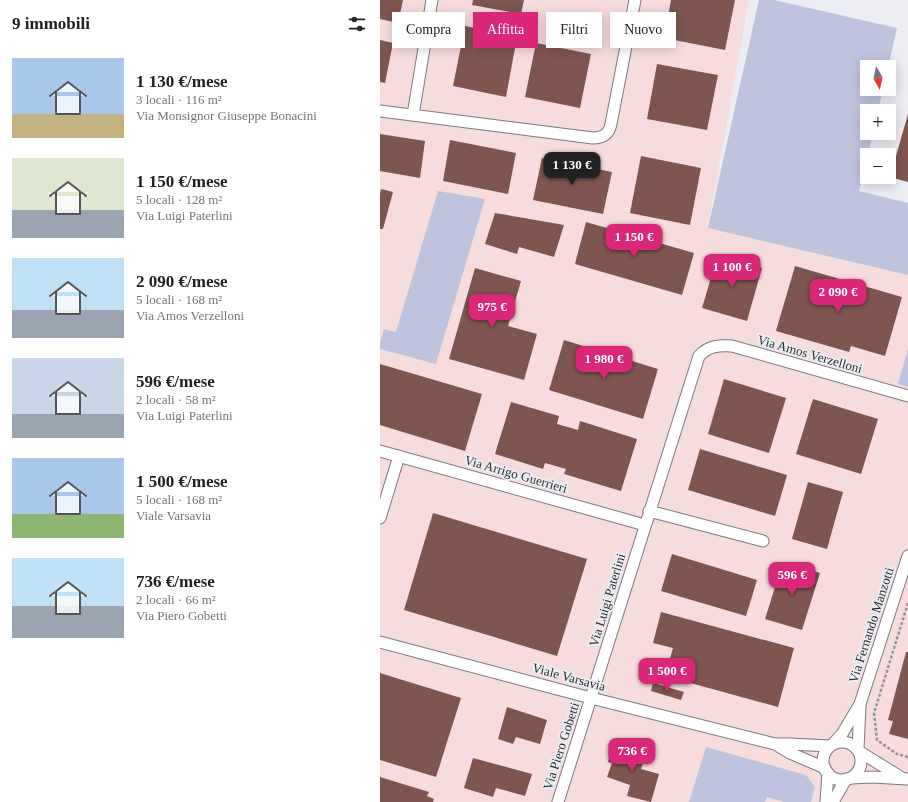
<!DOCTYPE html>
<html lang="it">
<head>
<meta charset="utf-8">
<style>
  :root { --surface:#fff; --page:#f2f2f2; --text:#202124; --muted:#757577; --accent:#db2777 }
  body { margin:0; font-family:Georgia,serif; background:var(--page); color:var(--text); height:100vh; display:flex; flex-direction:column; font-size:15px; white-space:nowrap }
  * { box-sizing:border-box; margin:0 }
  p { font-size:13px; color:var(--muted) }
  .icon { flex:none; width:22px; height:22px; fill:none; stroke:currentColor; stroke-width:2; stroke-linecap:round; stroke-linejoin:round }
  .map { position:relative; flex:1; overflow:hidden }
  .side { display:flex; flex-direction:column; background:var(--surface); width:380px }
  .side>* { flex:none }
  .banner { position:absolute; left:12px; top:12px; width:380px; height:36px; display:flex; gap:8px }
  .needle { width:26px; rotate:171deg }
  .tools { position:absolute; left:480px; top:60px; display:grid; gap:8px }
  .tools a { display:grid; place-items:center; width:36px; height:36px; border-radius:0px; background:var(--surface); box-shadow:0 2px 10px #0003; font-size:20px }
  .price { position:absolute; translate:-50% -34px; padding:0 9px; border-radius:8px; background:var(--accent); color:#fff; font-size:13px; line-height:26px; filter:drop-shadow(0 1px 2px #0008) }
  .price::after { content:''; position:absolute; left:50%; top:24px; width:12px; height:9px; margin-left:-6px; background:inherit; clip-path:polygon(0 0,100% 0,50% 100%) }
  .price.selected { background:#222; color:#fff }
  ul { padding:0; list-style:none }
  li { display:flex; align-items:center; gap:12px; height:100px; padding:0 12px }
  li span { display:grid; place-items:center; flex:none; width:112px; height:80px; border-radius:0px; color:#555 }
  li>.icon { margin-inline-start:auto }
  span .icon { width:48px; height:48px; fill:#fffc; stroke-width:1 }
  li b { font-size:17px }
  h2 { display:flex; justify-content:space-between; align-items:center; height:48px; padding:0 12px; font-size:17px }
  .tag { padding:0 14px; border-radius:0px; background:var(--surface); box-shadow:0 2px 10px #0003; font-size:14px; line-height:36px }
  .tag.selected { background:var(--accent); color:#fff }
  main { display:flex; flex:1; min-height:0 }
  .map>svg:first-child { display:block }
  .industrial { fill:#f7dcde }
  .green { fill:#bfc3de }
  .building { fill:#7e554f }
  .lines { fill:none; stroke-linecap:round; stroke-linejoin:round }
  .minor-casing { stroke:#78797e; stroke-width:13 }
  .path { stroke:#919296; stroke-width:2.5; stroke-dasharray:3 2; stroke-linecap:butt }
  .minor { stroke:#fff; stroke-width:11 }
  .labels { text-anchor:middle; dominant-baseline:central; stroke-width:4; stroke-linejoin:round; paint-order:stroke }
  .street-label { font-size:13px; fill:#2d2d2f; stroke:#ecedf3 }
</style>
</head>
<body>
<main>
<section class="side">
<h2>9 immobili<svg class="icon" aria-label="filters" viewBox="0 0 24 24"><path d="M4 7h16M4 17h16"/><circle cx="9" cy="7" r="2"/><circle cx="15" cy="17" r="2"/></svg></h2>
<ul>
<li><span style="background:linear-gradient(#a9c7e8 70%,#c2b280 0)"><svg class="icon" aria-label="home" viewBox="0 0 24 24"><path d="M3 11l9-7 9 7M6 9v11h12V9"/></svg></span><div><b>1 130 €/mese</b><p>3 locali · 116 m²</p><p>Via Monsignor Giuseppe Bonacini</p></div></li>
<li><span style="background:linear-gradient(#dfe7d0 65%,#9aa5b1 0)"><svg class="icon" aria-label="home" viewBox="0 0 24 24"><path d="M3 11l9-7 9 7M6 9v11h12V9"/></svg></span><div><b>1 150 €/mese</b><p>5 locali · 128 m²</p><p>Via Luigi Paterlini</p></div></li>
<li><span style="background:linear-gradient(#bfe0f5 65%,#9aa5b1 0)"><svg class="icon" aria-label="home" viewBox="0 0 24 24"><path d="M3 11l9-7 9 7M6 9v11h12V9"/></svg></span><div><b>2 090 €/mese</b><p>5 locali · 168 m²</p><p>Via Amos Verzelloni</p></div></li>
<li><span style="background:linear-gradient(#c9d6e8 70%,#9aa5b1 0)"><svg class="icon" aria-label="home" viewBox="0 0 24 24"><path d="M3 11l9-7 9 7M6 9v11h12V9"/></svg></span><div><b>596 €/mese</b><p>2 locali · 58 m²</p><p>Via Luigi Paterlini</p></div></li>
<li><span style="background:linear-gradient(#a9c7e8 70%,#8fb573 0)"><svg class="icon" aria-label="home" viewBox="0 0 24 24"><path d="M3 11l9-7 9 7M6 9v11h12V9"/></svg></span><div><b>1 500 €/mese</b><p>5 locali · 168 m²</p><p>Viale Varsavia</p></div></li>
<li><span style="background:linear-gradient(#bfe0f5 60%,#9aa5b1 0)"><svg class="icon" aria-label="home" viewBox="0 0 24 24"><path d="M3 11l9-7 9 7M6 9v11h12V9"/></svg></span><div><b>736 €/mese</b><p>2 locali · 66 m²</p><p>Via Piero Gobetti</p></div></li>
</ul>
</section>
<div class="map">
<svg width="528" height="802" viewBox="0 0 528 802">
  <rect width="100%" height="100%" fill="#ecedf3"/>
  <!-- industrial -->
  <path class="industrial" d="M0,0h369l-41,228 200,39v535h-528z"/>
  <!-- green -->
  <g class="green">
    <path d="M379,0h15l123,28 -9,39h-21v22h16l-5,22h-11v22h6l-14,58 49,12v72l-200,-47z"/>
    <path d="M58,191l47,8 -49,165 -56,-15v-6l4,-14 12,3z"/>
    <path d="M528,349v38l-10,-3z"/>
    <path d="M326,747l100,28 9,12 -4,15h-26l-18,-5 -2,5h-76z"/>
  </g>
  <!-- building -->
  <g class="building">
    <path d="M0,0h23l-5,23 -18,-4z"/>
    <path d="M93,0h51l-3,14 -49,-9z"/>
    <path d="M291,0h64l-10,50 -61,-12z"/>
    <path d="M85,26l52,11 -11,60 -53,-11z"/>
    <path d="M0,40l13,3 -8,40 -5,-1z"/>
    <path d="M156,43l55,11 -11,54 -55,-11z"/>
    <path d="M277,64l61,11 -11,55 -60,-11z"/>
    <path d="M528,114v68l-18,-5z"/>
    <path d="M0,134l45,7 -5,37 -40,-7z"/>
    <path d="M70,140l66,13 -8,41 -65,-13z"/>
    <path d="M261,156l60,12 -11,57 -60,-12z"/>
    <path d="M162,158l70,14 -9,42 -70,-14z"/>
    <path d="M1,189l12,3 -10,37h-3v-35z"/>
    <path d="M115,213l69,12 -10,32 -35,-10 -2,7 -32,-10z"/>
    <path d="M206,222l108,31 -12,42 -107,-31z"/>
    <path d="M338,254l44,14 -15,53 -45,-13z"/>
    <path d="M415,266l107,31 -17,59 -34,-10 -2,6 -73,-21z"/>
    <path d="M95,268l46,13 -13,45 29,8 -13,46 -75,-21z"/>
    <path d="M184,340l94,29 -15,50 -94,-29z"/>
    <path d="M0,364l102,30 -17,57 -85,-26z"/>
    <path d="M344,379l62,19 -17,55 -61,-19z"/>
    <path d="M433,399l65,20 -17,55 -65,-20z"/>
    <path d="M131,402l48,14 -2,8 21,6 2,-9 57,18 -16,52 -57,-17 2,-5 -21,-6 -2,6 -48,-15z"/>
    <path d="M320,449l87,26 -12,41 -87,-26z"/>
    <path d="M428,482l35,10 -16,57 -35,-10z"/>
    <path d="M53,513l154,46 -30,97 -153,-46z"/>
    <path d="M292,554l85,26 -11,36 -85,-25z"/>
    <path d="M403,562l37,11 -18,57 -37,-11z"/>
    <path d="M281,612l133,36 -16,59 -113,-31 8,-28 -20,-5z"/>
    <path d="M526,652h2v87l-19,-5 4,-13 -5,-1z"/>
    <path d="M0,673l81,25 -25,79 -56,-17z"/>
    <path d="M273,683l31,9 -3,8 -30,-9z"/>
    <path d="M127,707l40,13 -7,24 -24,-7 -3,7 -15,-5z"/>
    <path d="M234,743l32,10 -5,16 18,5 -8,28 -24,-6 3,-11 -23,-8 5,-14 -4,-1z"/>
    <path d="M93,758l59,16 -7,22 -29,-8 -3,9 -29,-9z"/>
    <path d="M0,777l49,15 -2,4 7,3 -1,3h-53z"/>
  </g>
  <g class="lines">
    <defs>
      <g id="minor">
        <path d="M0,111l213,27c10,0 16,-4 18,-14l24,-124"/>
        <path d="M33,115l19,-115"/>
        <path d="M0,451l265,74"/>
        <path d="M269,511l114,30"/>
        <path d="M0,518l19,-62"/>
        <path d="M0,642l211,56 184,46 15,9 35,15"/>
        <circle cx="462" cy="761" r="19"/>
        <path d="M395,744h15l40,2"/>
        <path d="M453,744l9,-10 18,-30 48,-148"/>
        <path d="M478,749l2,-43"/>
        <path d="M480,752l42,26"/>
        <path d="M471,778l21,-1 36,2"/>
        <path d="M178,802l141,-446c9,-10 20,-11 33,-10l176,50"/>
        <path d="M446,802l2,-29"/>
        <path d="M453,802l13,-23"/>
      </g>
    </defs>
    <!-- minor casing -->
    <use href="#minor" class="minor-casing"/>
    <!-- path -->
    <path class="path" d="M528,603l-34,110 3,27 20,14 11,3"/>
    <!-- minor -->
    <use href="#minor" class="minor"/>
  </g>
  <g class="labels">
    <!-- street labels -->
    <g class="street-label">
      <text transform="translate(430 354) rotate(16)">Via Amos Verzelloni</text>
      <text transform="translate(136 474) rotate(16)">Via Arrigo Guerrieri</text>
      <text transform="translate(227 600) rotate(-73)">Via Luigi Paterlini</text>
      <text transform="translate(491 625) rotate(-72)">Via Fernando Manzotti</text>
      <text transform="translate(189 677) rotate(15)">Viale Varsavia</text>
      <text transform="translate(181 746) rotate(-72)">Via Piero Gobetti</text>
    </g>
  </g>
</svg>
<div class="tools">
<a><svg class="needle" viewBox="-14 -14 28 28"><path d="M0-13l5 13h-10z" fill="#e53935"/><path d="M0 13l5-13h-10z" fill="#757577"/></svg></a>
<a>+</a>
<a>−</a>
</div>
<b class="price selected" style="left:192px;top:186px">1 130 €</b>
<b class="price" style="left:254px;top:258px">1 150 €</b>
<b class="price" style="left:352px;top:288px">1 100 €</b>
<b class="price" style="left:458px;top:313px">2 090 €</b>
<b class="price" style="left:112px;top:328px">975 €</b>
<b class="price" style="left:224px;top:380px">1 980 €</b>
<b class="price" style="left:412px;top:596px">596 €</b>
<b class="price" style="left:287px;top:692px">1 500 €</b>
<b class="price" style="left:252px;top:772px">736 €</b>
<div class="banner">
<a class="tag">Compra</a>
<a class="tag selected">Affitta</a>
<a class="tag">Filtri</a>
<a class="tag">Nuovo</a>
</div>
</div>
</main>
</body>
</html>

WHAT TO DO:
Where a line of the records includes "column", copy it.

EXERCISE RESPONSE:
  body { margin:0; font-family:Georgia,serif; background:var(--page); color:var(--text); height:100vh; display:flex; flex-direction:column; font-size:15px; white-space:nowrap }
  .side { display:flex; flex-direction:column; background:var(--surface); width:380px }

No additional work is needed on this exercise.